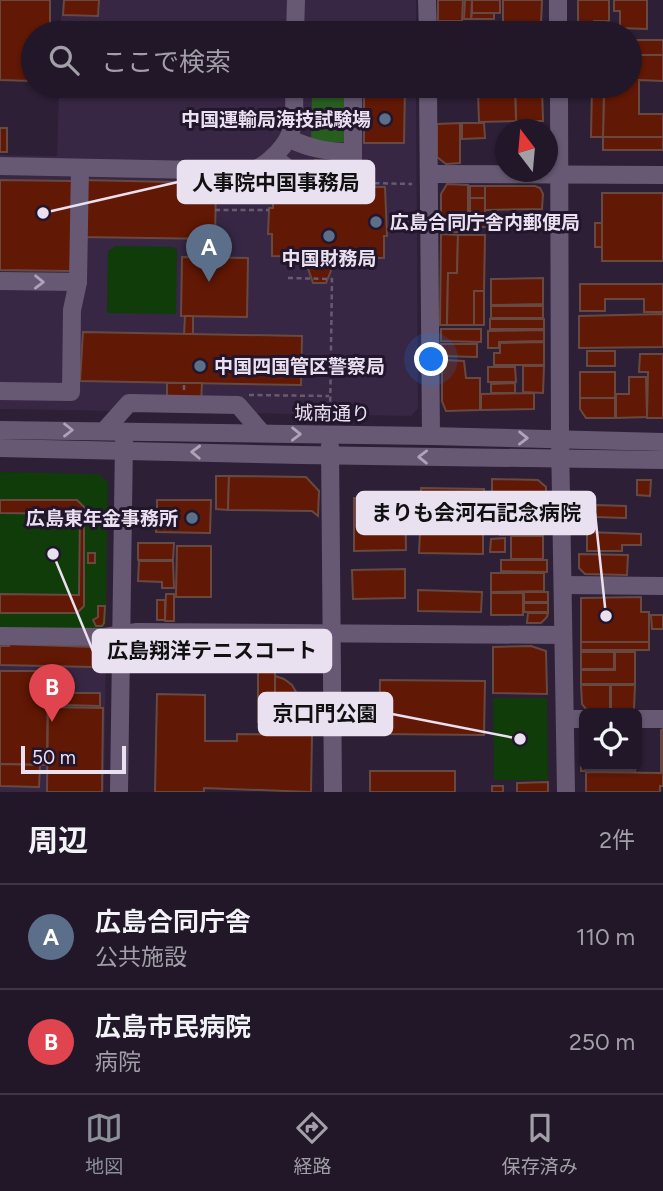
<!DOCTYPE html>
<html lang="ja">
<head>
<meta charset="utf-8">
<style>
  :root { --surface:#211728; --page:#292030; --text:#f1f3f6; --muted:#a29fa8; --line:#3e3645; --accent:#8c9099 }
  body { margin:0; font-family:Figtree,"Noto Sans JP",sans-serif; background:var(--page); color:var(--text) }
  .controls { position:absolute; right:21px; bottom:21px; display:grid; overflow:hidden; border-radius:10px; box-shadow:0 2px 5px #0004 }
  .controls button { width:63px; height:63px; display:grid; place-items:center; padding:0; border:0; border-bottom:2px solid var(--line); background:var(--surface); color:var(--text); font:35px sans-serif }
  .compass { position:absolute; left:495px; top:119px; width:63px; height:63px; border-radius:50%; background:var(--surface); box-shadow:0 2px 5px #0004; rotate:344deg }
  .scale { position:absolute; left:21px; bottom:18px; width:105px; box-sizing:border-box; padding-left:7px; border:4px solid #e9e0f0; border-top:0; font-size:19px; line-height:24px; white-space:nowrap; color:#e9e0f0; -webkit-text-stroke:5px #22162c; paint-order:stroke }
  .you { position:absolute; left:432px; top:360px; width:24px; height:24px; margin:-18px; border:5px solid #fff; border-radius:50%; background:#1a73e8; box-shadow:0 0 0 10px #1a73e833 }
  .badge { display:grid; place-items:center; width:46px; height:46px; border-radius:50%; background:var(--accent); color:#fff; font-size:23px; font-weight:700 }
  .pin { position:absolute; translate:-50% -58px; filter:drop-shadow(0 2px 4px #0008) }
  .pin::after { content:''; position:absolute; top:37px; width:24px; height:21px; background:inherit; clip-path:polygon(0 0,100% 0,50% 100%) }
  .list { margin:0; padding:0; list-style:none }
  h2 { display:flex; justify-content:space-between; align-items:center; height:91px; margin:0; padding:0 28px; font-size:30px }
  h2 small { font-size:23px; font-weight:400; color:var(--muted) }
  .list li { display:grid; grid-template-columns:46px 1fr auto; gap:21px; align-items:center; box-sizing:border-box; height:105px; padding:0 28px; border-top:2px solid var(--line) }
  .list b { display:block; font-size:26px; white-space:nowrap }
  .list p { margin:0; font-size:23px; white-space:nowrap; color:var(--muted) }
  .list em { font-size:23px; font-style:normal; color:var(--muted) }
  .icon { flex:none; width:38px; height:38px; fill:none; stroke:currentColor; stroke-width:2; stroke-linecap:round; stroke-linejoin:round }
  .map { position:relative; flex:none; width:663px; height:792px; overflow:hidden }
  .search { position:absolute; background:var(--surface); box-shadow:0 2px 5px #0004; left:21px; right:21px; top:21px; height:77px; display:flex; align-items:center; gap:18px; box-sizing:border-box; padding:0 24px; border-radius:38px; color:var(--muted); font-size:26px }
  .sheet { height:301px; background:var(--surface) }
  nav { display:flex; justify-content:space-around; align-items:center; box-sizing:border-box; height:98px; border-top:2px solid var(--line); background:var(--surface); font-size:19px; color:var(--muted) }
  nav a { display:grid; justify-items:center; gap:4px }
  nav .on { color:var(--accent) }
  .map>svg:first-child { display:block }
  .built { fill:#372744 }
  .green { fill:#0f3c08 }
  .forest { fill:#285d20 }
  .building { fill:#611804; stroke:#684941; stroke-width:2 }
  .lines { fill:none; stroke-linecap:round; stroke-linejoin:round }
  .path { stroke:#675b70; stroke-width:2.5; stroke-dasharray:5 3.5; stroke-linecap:butt }
  .minor { stroke:#675973; stroke-width:18 }
  .oneway { stroke:#aea3b8 }
  .service-dot { fill:#5c6f8a; stroke:#22162c; stroke-width:2.5 }
  .labels { text-anchor:middle; stroke-width:6; stroke-linejoin:round; paint-order:stroke }
  .poi-label { font-size:19px; font-weight:bold; fill:#e9e0f0; stroke:#22162c; text-anchor:end }
  .street-label { font-size:19px; fill:#e9e0f0; stroke:#22162c }
  .leader { fill:none; stroke:#e9e0f0; stroke-width:2.5 }
  .callout-dot { fill:#e9e0f0; stroke:#22162c; stroke-width:2.5 }
  .callout { fill:#e9e0f0; stroke:#e9e0f0; stroke-width:2.5 }
  .callout-label { font-size:21px; text-anchor:middle; font-weight:bold; fill:#111 }
</style>
</head>
<body>
<div class="map">
<svg width="663" height="792" viewBox="0 0 663 792">
  <rect width="100%" height="100%" fill="#2c1f36"/>
  <g class="built">
    <path d="M100,0H416V33H61V16L99,17Z"/>
    <path d="M59,86H416L418,408L411,416L0,409V155L57,156Z"/>
    <path d="M0,642L97,643L106,652L104,792H0Z"/>
  </g>
  <g class="green">
    <path d="M116,246L174,247L177,250L176,314L107,313L108,251Z"/>
    <path d="M0,472L99,474L108,483L106,624L99,631L0,630Z"/>
    <path d="M493,698H547L548,780H494Z"/>
  </g>
  <path class="forest" d="M312,87L345,88L344,142H311Z"/>
  <g class="building">
    <path d="M0,0H50V33H33V81L0,80Z"/>
    <path d="M64,0H99L98,16L63,15Z"/>
    <path d="M438,0H463L462,21H438Z"/>
    <path d="M465,0H472L471,19H464Z"/>
    <rect x="472" y="0" width="28" height="13"/>
    <path d="M503,0H542L541,24H503Z"/>
    <path d="M578,0H609V21H594V31H578Z"/>
    <path d="M614,0H647V29L620,28V11H614Z"/>
    <path d="M472,13H494V19H471Z"/>
    <rect x="594" y="21" width="15" height="10"/>
    <rect x="487" y="26" width="55" height="7"/>
    <rect x="630" y="40" width="33" height="15"/>
    <path d="M630,55H663V81L639,80V114H663V137H603L604,86H630Z"/>
    <path d="M364,86H405L404,143H364Z"/>
    <path d="M440,86H515V90L440,91Z"/>
    <path d="M515,86H542L543,121H516Z"/>
    <path d="M592,86H604L603,137H591Z"/>
    <path d="M515,90L516,121L479,122L478,91Z"/>
    <path d="M460,123V163L446,164L437,157V124Z"/>
    <path d="M462,123H484L485,138L462,139Z"/>
    <rect x="0" y="128" width="7" height="24"/>
    <rect x="603" y="137" width="60" height="13"/>
    <path d="M315,160L328,161L337,187L306,186Z"/>
    <path d="M0,180L72,181L71,271L0,270Z"/>
    <path d="M83,180L216,183L215,239L82,237Z"/>
    <path d="M447,184L468,185V232H441V194Z"/>
    <path d="M273,186L385,187L387,236H384V258L272,256V234H268L269,210V208H273Z"/>
    <rect x="470" y="186" width="15" height="12"/>
    <path d="M485,186H535L540,188L543,194L542,209L485,210Z"/>
    <rect x="602" y="193" width="61" height="68"/>
    <rect x="470" y="198" width="15" height="29"/>
    <rect x="595" y="223" width="7" height="24"/>
    <path d="M441,234L458,235L457,273H448L447,325H440Z"/>
    <path d="M458,235H485L484,291H474V325H447L448,273H457Z"/>
    <rect x="198" y="239" width="9" height="18"/>
    <path d="M182,257L248,258L247,317L181,316Z"/>
    <path d="M304,257L336,258L326,283H313Z"/>
    <path d="M543,278V304L491,305V279Z"/>
    <path d="M580,284H663V312H644V299H605V311H580Z"/>
    <rect x="474" y="291" width="10" height="34"/>
    <rect x="491" y="306" width="52" height="12"/>
    <path d="M663,314V347L579,348V316Z"/>
    <path d="M185,316H193V334H184Z"/>
    <rect x="490" y="319" width="54" height="10"/>
    <path d="M441,329H481V342L441,341Z"/>
    <path d="M544,330V341L499,342V348H488V331Z"/>
    <path d="M83,332L302,336L301,385L80,381Z"/>
    <path d="M544,342V365H494V353H500V343Z"/>
    <path d="M441,344H477V357L441,356Z"/>
    <rect x="587" y="351" width="28" height="15"/>
    <path d="M640,354H663V418H647L648,372H639Z"/>
    <path d="M444,360L464,361L466,378H480V410L446,411L442,401V362Z"/>
    <path d="M523,366H544L543,393L523,392Z"/>
    <path d="M488,367H515L516,382H488Z"/>
    <rect x="580" y="372" width="35" height="26"/>
    <path d="M629,377H646L647,417L616,418V394H629Z"/>
    <path d="M167,383H202L201,403H167Z"/>
    <path d="M515,383V393H491V384Z"/>
    <path d="M534,393V409L481,410V394Z"/>
    <path d="M580,398H615V418H586L580,409Z"/>
    <path d="M216,476H229L228,510L216,509Z"/>
    <path d="M229,476L306,477L319,491L318,516L312,511L228,510Z"/>
    <path d="M492,479L538,480L546,487V523H492Z"/>
    <path d="M637,480H651L650,496L637,495Z"/>
    <path d="M421,488L484,489V510L420,509Z"/>
    <path d="M354,498H405L406,550L354,551Z"/>
    <path d="M0,500H77L84,507V606L77,613H0V594L79,595L80,514L0,513Z"/>
    <path d="M157,500H211L210,533L156,532V523H152V510H157Z"/>
    <rect x="580" y="505" width="16" height="12"/>
    <path d="M596,505L626,506V518L596,517Z"/>
    <rect x="500" y="525" width="43" height="10"/>
    <path d="M587,532L641,534V545H622V551H587Z"/>
    <path d="M420,533L483,534V554L419,553Z"/>
    <rect x="511" y="536" width="32" height="23"/>
    <path d="M505,538V552H490L491,539Z"/>
    <path d="M138,543H174L173,560H138Z"/>
    <path d="M177,546H211V597H176Z"/>
    <rect x="88" y="553" width="7" height="10"/>
    <path d="M579,554L628,555L627,575L585,574L579,568Z"/>
    <path d="M501,560H547V572L501,571Z"/>
    <path d="M139,561H173L174,588H162V582L138,581Z"/>
    <path d="M405,569V598L353,599L352,570Z"/>
    <path d="M491,573H544V591L491,592Z"/>
    <path d="M418,590L482,592L481,612L418,611Z"/>
    <rect x="524" y="592" width="24" height="10"/>
    <rect x="491" y="593" width="32" height="22"/>
    <path d="M166,594H174V621H165Z"/>
    <path d="M641,597V612H649V642H581V598Z"/>
    <rect x="157" y="600" width="8" height="20"/>
    <rect x="524" y="603" width="24" height="9"/>
    <path d="M98,606H105L104,623L102,626H96L93,620L98,617Z"/>
    <path d="M528,613H548L547,617L541,623H527Z"/>
    <path d="M651,615H663V629H652Z"/>
    <rect x="581" y="642" width="68" height="8"/>
    <path d="M9,644L93,647V667L0,665V646H9Z"/>
    <path d="M531,646L546,651L547,694L493,693V647Z"/>
    <rect x="581" y="652" width="33" height="17"/>
    <path d="M615,652H635V684H581V670H615Z"/>
    <path d="M258,669H275V701H302V722H258Z"/>
    <path d="M0,671H48L47,765L0,764Z"/>
    <path d="M275,676L284,679L292,685L296,692V701H275Z"/>
    <path d="M380,680L485,681L484,735L379,734Z"/>
    <path d="M581,685H610V709H586L582,704Z"/>
    <path d="M611,685H635L634,709H611Z"/>
    <path d="M64,693H100V706L64,705Z"/>
    <path d="M157,694L205,695V741H237V734L312,735L311,792L204,788V792H155Z"/>
    <path d="M48,707L103,708L102,792H47Z"/>
    <path d="M582,729H584V766H635V771H581Z"/>
    <path d="M663,729V771H661V730Z"/>
    <path d="M0,764L40,765L39,787L0,786Z"/>
    <rect x="370" y="771" width="85" height="21"/>
    <path d="M586,772L663,773V786H660V792H586Z"/>
    <path d="M548,782V792H517V783Z"/>
    <rect x="492" y="786" width="11" height="6"/>
  </g>
  <g class="lines">
    <g class="path">
      <path d="M366,183L412,184"/>
      <path d="M215,210H269"/>
      <path d="M288,278L332,279L330,417"/>
      <path d="M184,390V383"/>
      <path d="M249,395L329,396"/>
    </g>
    <g class="minor">
      <path d="M427,0L428,33"/>
      <path d="M558,0V33"/>
      <path d="M295,33L296,0"/>
      <path d="M428,86L431,436"/>
      <path d="M559,86L560,439L566,792"/>
      <path d="M290,139C311,149 329,152 353,152"/>
      <path d="M273,157L294,173L353,174V86"/>
      <path d="M0,166L250,171C262,167 268,162 277,153C298,132 294,113 294,86"/>
      <path d="M429,174L663,175"/>
      <path d="M0,281L78,282"/>
      <path d="M0,391L71,392L72,310L78,282L80,168"/>
      <path d="M0,430L431,436L663,442"/>
      <path d="M105,430L129,403L238,405L262,433"/>
      <path d="M330,446L333,792"/>
      <path d="M0,448L301,455L663,460"/>
      <path d="M563,585L663,586"/>
      <path d="M0,636L104,637L137,632L563,635"/>
      <path d="M565,719H584"/>
      <path d="M637,719H663"/>
      <path d="M119,792L124,441"/>
    </g>
  </g>
  <defs><path id="oneway-chevron" d="M-2-3.5L2.5 0L-2 3.5" fill="none" stroke-width="1.6" stroke-linecap="round" stroke-linejoin="round" transform="scale(1.75)"/></defs>
  <g class="oneway">
    <use href="#oneway-chevron" transform="translate(39 282) rotate(1)"/>
    <use href="#oneway-chevron" transform="translate(68 430)"/>
    <use href="#oneway-chevron" transform="translate(296 434) rotate(1)"/>
    <use href="#oneway-chevron" transform="translate(523 438) rotate(1)"/>
    <use href="#oneway-chevron" transform="translate(196 452) rotate(-178)"/>
    <use href="#oneway-chevron" transform="translate(423 457) rotate(-179)"/>
  </g>
  <g class="service-dot">
    <circle cx="385" cy="119" r="7"/>
    <circle cx="376" cy="222" r="7"/>
    <circle cx="329" cy="236" r="7"/>
    <circle cx="200" cy="366" r="7"/>
    <circle cx="192" cy="518" r="7"/>
  </g>
  <g class="labels">
    <g class="poi-label">
      <text x="371" y="126">中国運輸局海技試験場</text>
      <text x="390" y="229" text-anchor="start">広島合同庁舎内郵便局</text>
      <text x="329" y="265" text-anchor="middle">中国財務局</text>
      <text x="214" y="373" text-anchor="start">中国四国管区警察局</text>
      <text x="178" y="525">広島東年金事務所</text>
    </g>
    <g class="street-label">
      <text transform="translate(332 413) rotate(1)" y="7">城南通り</text>
    </g>
  </g>
  <path class="leader" d="M43 213L178 182M606 616L595 513M53 554L93 651M520 739L392 714"/>
  <g class="callout-dot">
    <circle cx="43" cy="213" r="7"/>
    <circle cx="606" cy="616" r="7"/>
    <circle cx="53" cy="554" r="7"/>
    <circle cx="520" cy="739" r="7"/>
  </g>
  <g class="callout">
    <rect x="178" y="161" width="196" height="42" rx="7"/>
    <rect x="357" y="492" width="238" height="42" rx="7"/>
    <rect x="93" y="630" width="238" height="42" rx="7"/>
    <rect x="259" y="693" width="133" height="42" rx="7"/>
  </g>
  <g class="callout-label">
    <text x="276" y="190">人事院中国事務局</text>
    <text x="476" y="520">まりも会河石記念病院</text>
    <text x="212" y="658">広島翔洋テニスコート</text>
    <text x="325" y="721">京口門公園</text>
  </g>
</svg>
<div class="controls">
<button><svg class="icon" aria-label="locate" viewBox="0 0 24 24"><circle cx="12" cy="12" r="6"/><path d="M12 2v4M12 18v4M2 12h4M18 12h4"/></svg></button>
</div>
<svg class="compass" viewBox="-18 -18 36 36"><path d="M0-13l5 13h-10z" fill="#e53935"/><path d="M0 13l5-13h-10z" fill="#a29fa8"/></svg>
<div class="scale">50 m</div>
<div class="you"></div>
<div class="pin badge" style="left:209px;top:282px;background:#5c6f8a">A</div>
<div class="pin badge" style="left:52px;top:722px;background:#e0444e">B</div>
<div class="search"><svg class="icon" aria-label="search" viewBox="0 0 24 24"><circle cx="10" cy="10" r="6"/><path d="M15 15l6 6"/></svg>ここで検索</div>
</div>
<section class="sheet">
<h2>周辺<small>2件</small></h2>
<ul class="list">
<li><span class="badge" style="background:#5c6f8a">A</span><div><b>広島合同庁舎</b><p>公共施設</p></div><em>110 m</em></li>
<li><span class="badge" style="background:#e0444e">B</span><div><b>広島市民病院</b><p>病院</p></div><em>250 m</em></li>
</ul>
</section>
<nav>
<a class="on"><svg class="icon" aria-label="map" viewBox="0 0 24 24"><path d="M3 6l6-2 6 2 6-2v14l-6 2-6-2-6 2zM9 4v14M15 6v14"/></svg>地図</a>
<a><svg class="icon" aria-label="directions" viewBox="0 0 24 24"><path d="M12 3l9 9-9 9-9-9zM9 14v-3h6M13 9l2 2-2 2"/></svg>経路</a>
<a><svg class="icon" aria-label="saved" viewBox="0 0 24 24"><path d="M7 4h10v16l-5-4-5 4z"/></svg>保存済み</a>
</nav>
</body>
</html>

### EXERCISE INSTRUCTIONS:
Look back at the entries above. Retype the line with "fill:#5c6f8a; stroke:#22162c; stroke-width:2.5", the line with "fill:none; stroke:#e9e0f0; stroke-width:2.5", and all lines in between.

### EXPECTED ANSWER:
  .service-dot { fill:#5c6f8a; stroke:#22162c; stroke-width:2.5 }
  .labels { text-anchor:middle; stroke-width:6; stroke-linejoin:round; paint-order:stroke }
  .poi-label { font-size:19px; font-weight:bold; fill:#e9e0f0; stroke:#22162c; text-anchor:end }
  .street-label { font-size:19px; fill:#e9e0f0; stroke:#22162c }
  .leader { fill:none; stroke:#e9e0f0; stroke-width:2.5 }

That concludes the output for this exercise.